> **TASK PROMPT**
Your copy should begin at the line containing "I am building a map index. Dump" and end at the last line of the records below, matching each line exactly and leaving out pictures.

Top of RECORDS TO PROCESS

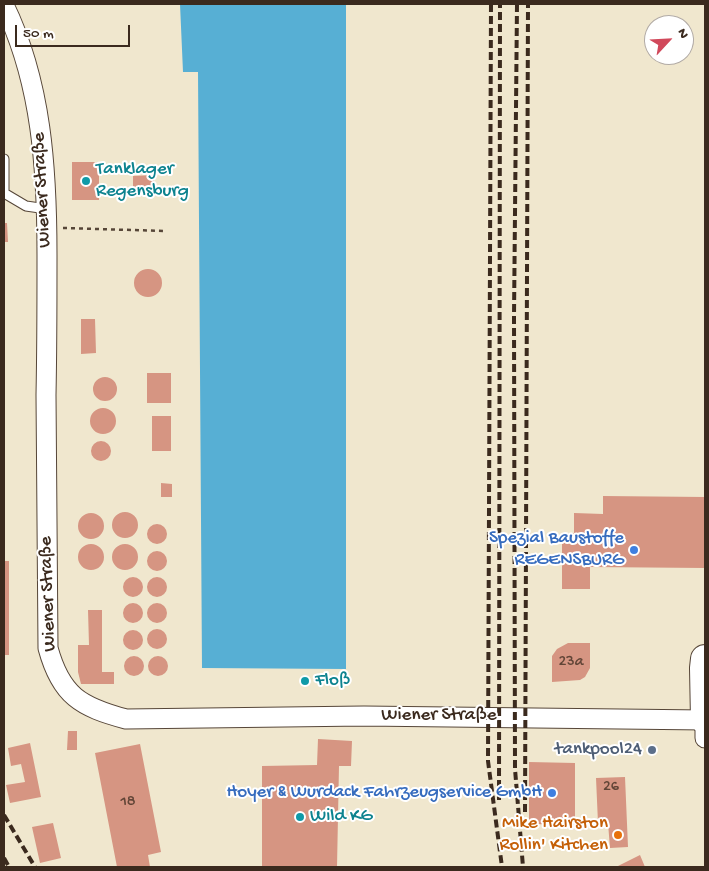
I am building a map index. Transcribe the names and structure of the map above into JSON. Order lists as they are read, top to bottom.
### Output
{
  "streets": {
    "street": ["Wiener Straße"]
  },
  "places": [
    "Tanklager Regensburg",
    "Spezial Baustoffe REGENSBURG",
    "Floß",
    "tankpool24",
    "Hoyer & Wurdack Fahrzeugservice GmbH",
    "Wild KG",
    "Mike Hairston Rollin' Kitchen"
  ],
  "house_numbers": ["23a", "26", "18"],
  "scale_bar": "50 m",
  "north": "top right"
}
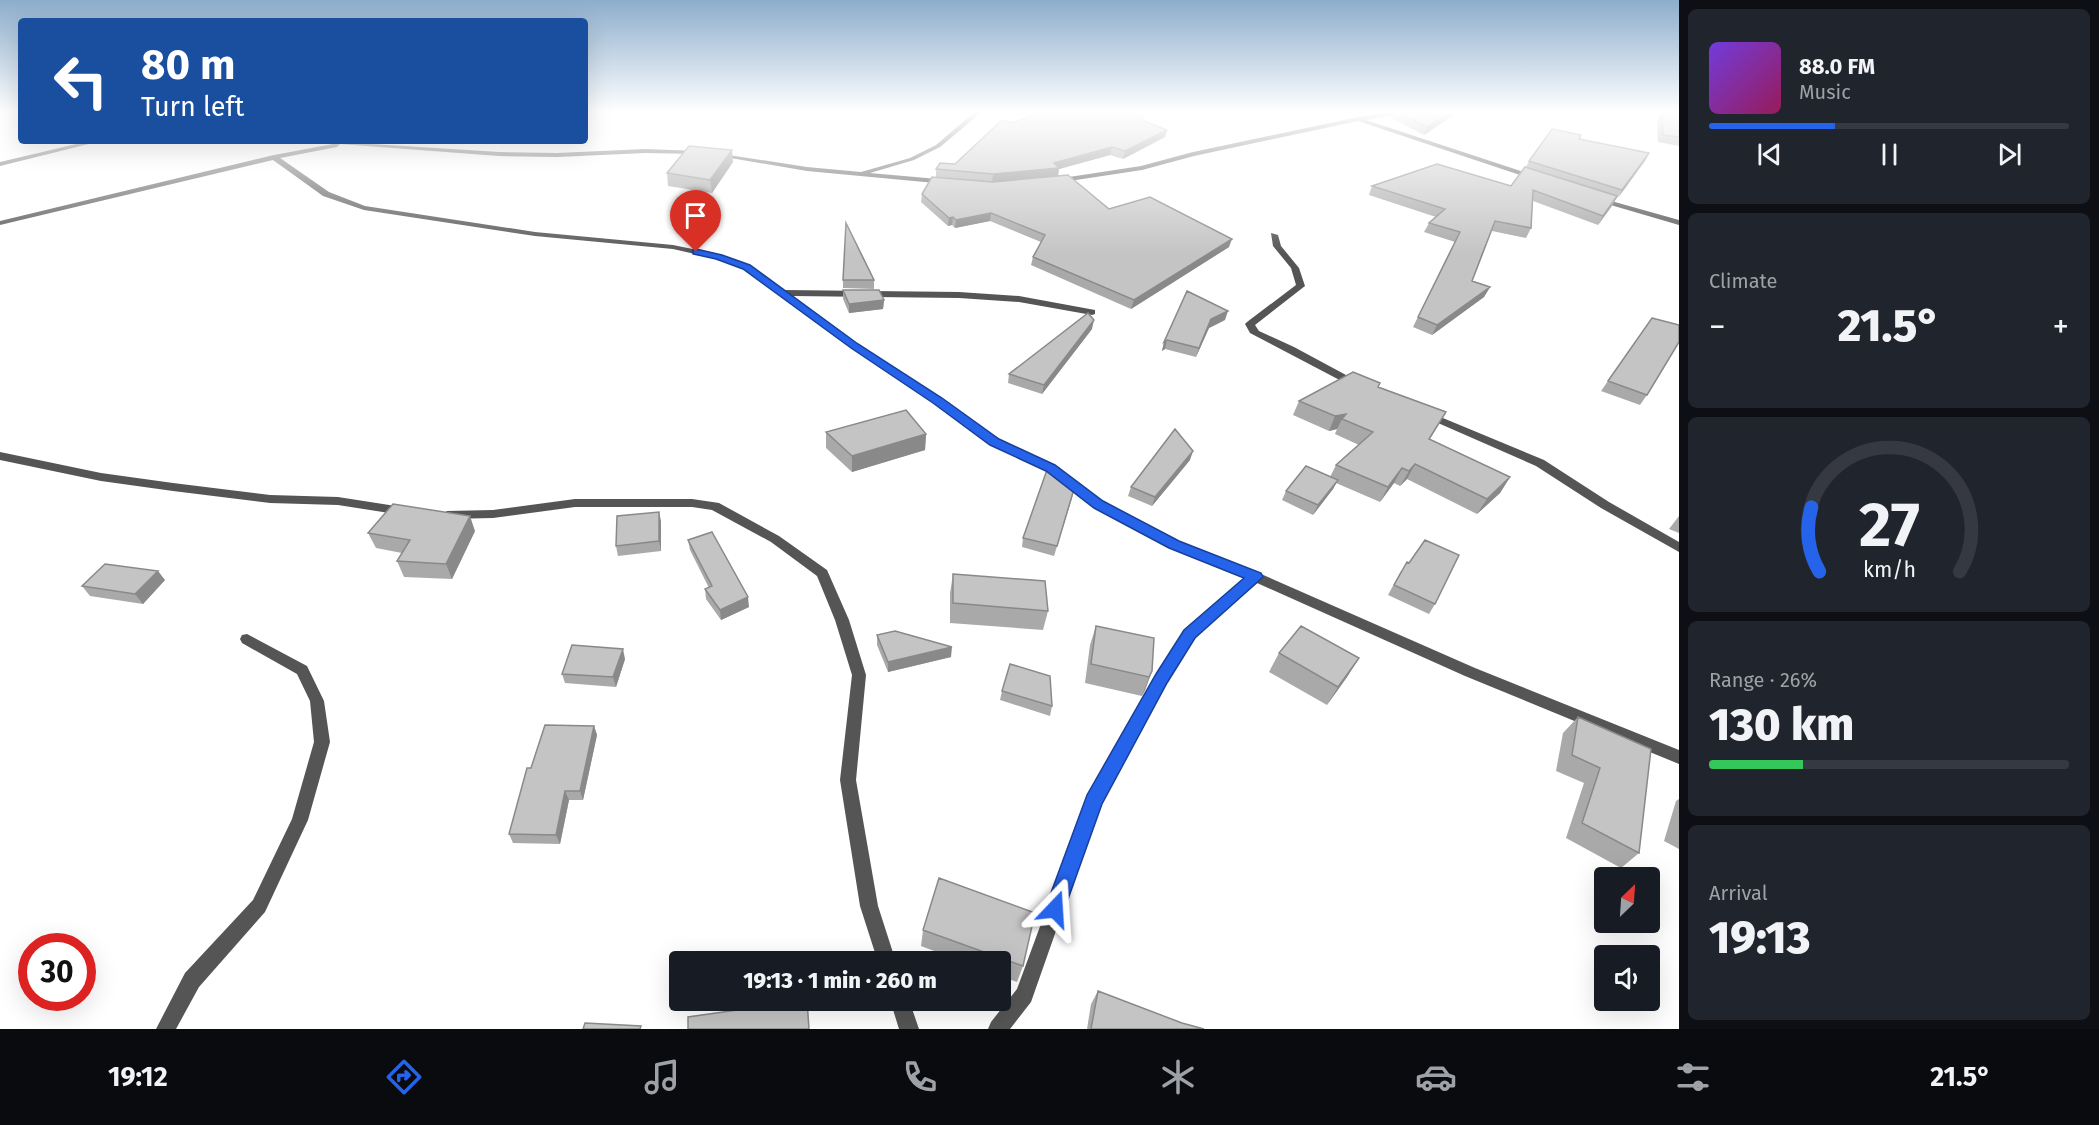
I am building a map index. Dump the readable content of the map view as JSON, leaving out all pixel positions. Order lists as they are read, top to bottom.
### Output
{
  "north": "top right",
  "page": {
    "turn": ["80 m", "Turn left"],
    "song": ["88.0 FM", "Music"],
    "tile": [
      "Climate",
      ["Range · 26%", "130 km"],
      ["Arrival", "19:13"]
    ],
    "heat": ["−", "21.5°", "+"],
    "limit": "30",
    "trip": "19:13 · 1 min · 260 m",
    "tabs": ["19:12", "21.5°"],
    "gauge": ["27", "km/h"]
  }
}
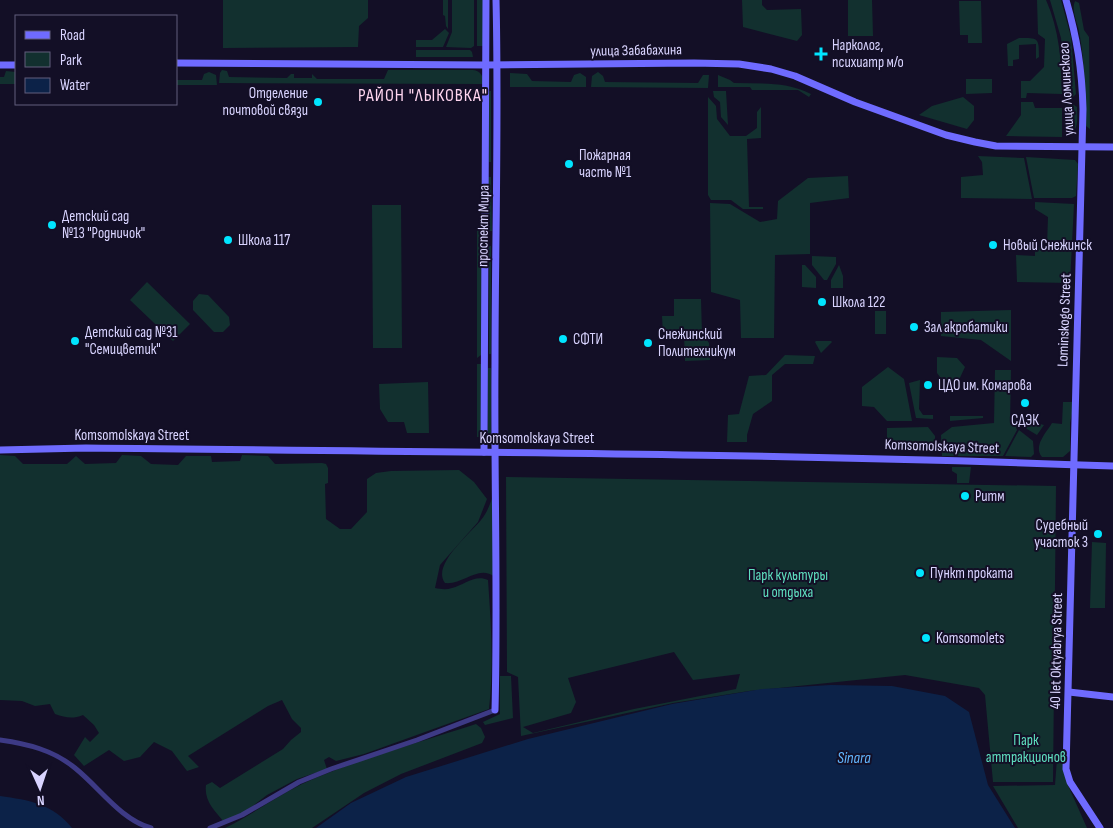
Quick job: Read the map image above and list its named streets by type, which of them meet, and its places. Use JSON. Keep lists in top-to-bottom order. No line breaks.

Bottom of RECORDS TO PROCESS

> **EXERCISE ANSWER**
I am building a map index. Dump the readable content of the map view as JSON, leaving out all pixel positions. Order lists as they are read, top to bottom.
### Output
{
  "north": "top right",
  "page": {
    "turn": ["80 m", "Turn left"],
    "song": ["88.0 FM", "Music"],
    "tile": [
      "Climate",
      ["Range · 26%", "130 km"],
      ["Arrival", "19:13"]
    ],
    "heat": ["−", "21.5°", "+"],
    "limit": "30",
    "trip": "19:13 · 1 min · 260 m",
    "tabs": ["19:12", "21.5°"],
    "gauge": ["27", "km/h"]
  }
}
Quick job: Read the map image above and list its named streets by type, which of them meet, and its places. Use JSON. Keep lists in top-to-bottom order. No line breaks.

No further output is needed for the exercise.